本文由半导体产业纵横(ID:ICVIEWS)编译自semiengineering

Continued downsizing with advanced packaging technologies will require changes across the semiconductor ecosystem.

Multi-chip designs push complexity to the limit

Multi-chip designs challenge the ability to manage design complexity, drive up the cost per transistor, compress the market window, and drive the entire chip industry to scramble for new tools and methods.

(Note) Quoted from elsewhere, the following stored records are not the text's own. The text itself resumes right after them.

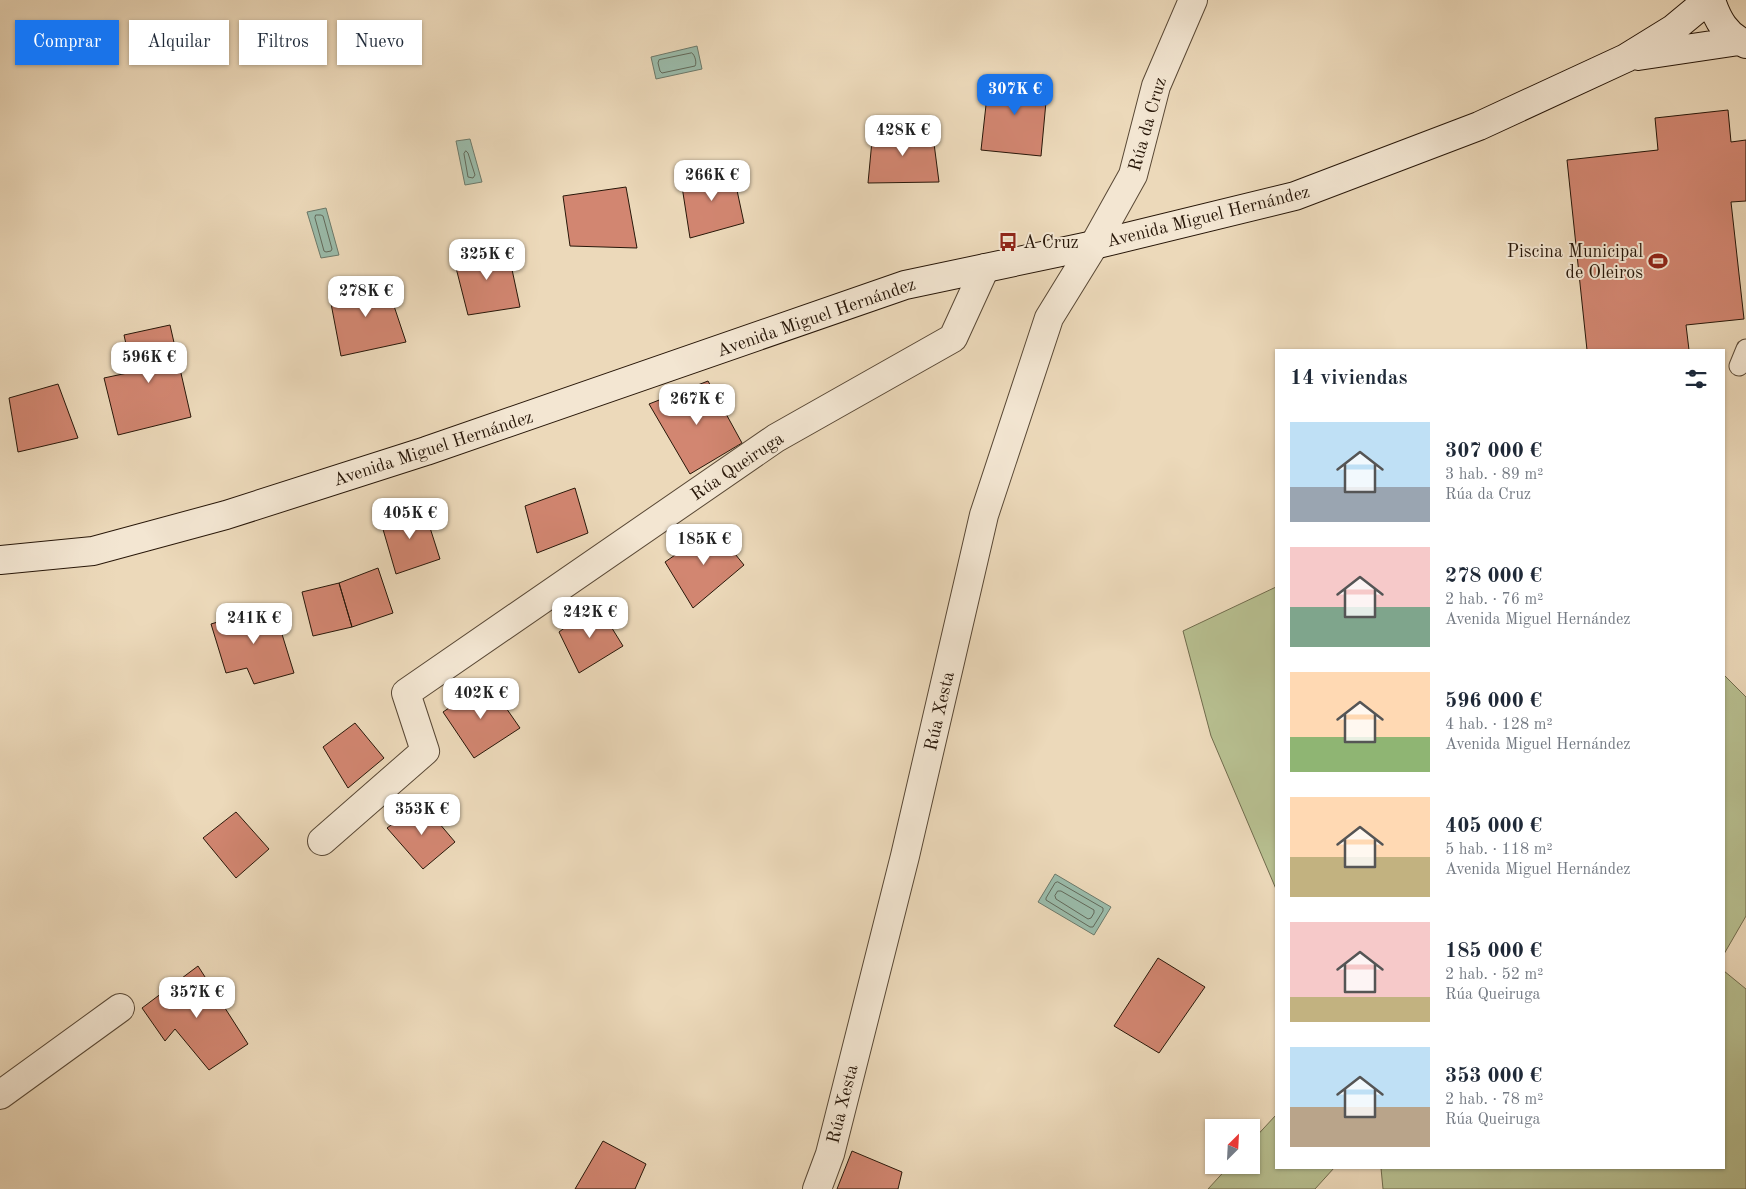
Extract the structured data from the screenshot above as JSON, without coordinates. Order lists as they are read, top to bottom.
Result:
{
  "streets": {
    "street": [
      "Rúa da Cruz",
      "Avenida Miguel Hernández",
      "Rúa Queiruga",
      "Rúa Xesta"
    ]
  },
  "crossings": [
    ["Rúa da Cruz", "Avenida Miguel Hernández"],
    ["Rúa da Cruz", "Rúa Xesta"],
    ["Avenida Miguel Hernández", "Rúa Queiruga"],
    ["Avenida Miguel Hernández", "Rúa Xesta"]
  ],
  "places": {
    "bus stop": ["A Cruz"],
    "sports": ["Piscina Municipal de Oleiros"]
  },
  "north": "top right",
  "page": {
    "chip": [
      "Comprar",
      "Alquilar",
      "Filtros",
      "Nuevo"
    ],
    "price": [
      "307K €",
      "428K €",
      "266K €",
      "325K €",
      "278K €",
      "596K €",
      "267K €",
      "405K €",
      "185K €",
      "242K €",
      "241K €",
      "402K €",
      "353K €",
      "357K €"
    ],
    "heading": "14 viviendas",
    "list": [
      {
        "name": "307 000 €",
        "note": "3 hab. · 89 m² · Rúa da Cruz"
      },
      {
        "name": "278 000 €",
        "note": "2 hab. · 76 m² · Avenida Miguel Hernández"
      },
      {
        "name": "596 000 €",
        "note": "4 hab. · 128 m² · Avenida Miguel Hernández"
      },
      {
        "name": "405 000 €",
        "note": "5 hab. · 118 m² · Avenida Miguel Hernández"
      },
      {
        "name": "185 000 €",
        "note": "2 hab. · 52 m² · Rúa Queiruga"
      },
      {
        "name": "353 000 €",
        "note": "2 hab. · 78 m² · Rúa Queiruga"
      }
    ]
  }
}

The entire semiconductor design ecosystem—from EDA and IP providers to fabs and equipment manufacturers—has evolved over the decades, based on the assumption that more functionality can be integrated into chips and packages while improving power, performance, and area/cost equations. But as it has become more difficult to integrate all of these functions into a single chip or package, the complexity of developing these devices has increased dramatically.

With an estimated 1 trillion transistors in advanced packaging technology in the near future, tight control of power, performance, and area/cost (PPA/C) will require a major shift at every step of the design-to-manufacturing process.

Sutirtha Kabir, Senior Architect of R&D Engineering at Synopsys, said, "The industry isn't ready yet, but we're moving in that direction. "What steps do we think are there between today and that year, whether it's 2030 or earlier? Let's say you pick up an SoC and fold it [a simple 3D-IC analogy], let's say everything you do is put them into two chips that have the same functionality, but nothing else changes, your number of transistors hasn't changed, but what you've done in the process is you've added an interface between those two chips, whether it's a bump or a hybrid bonded interconnect (HBI).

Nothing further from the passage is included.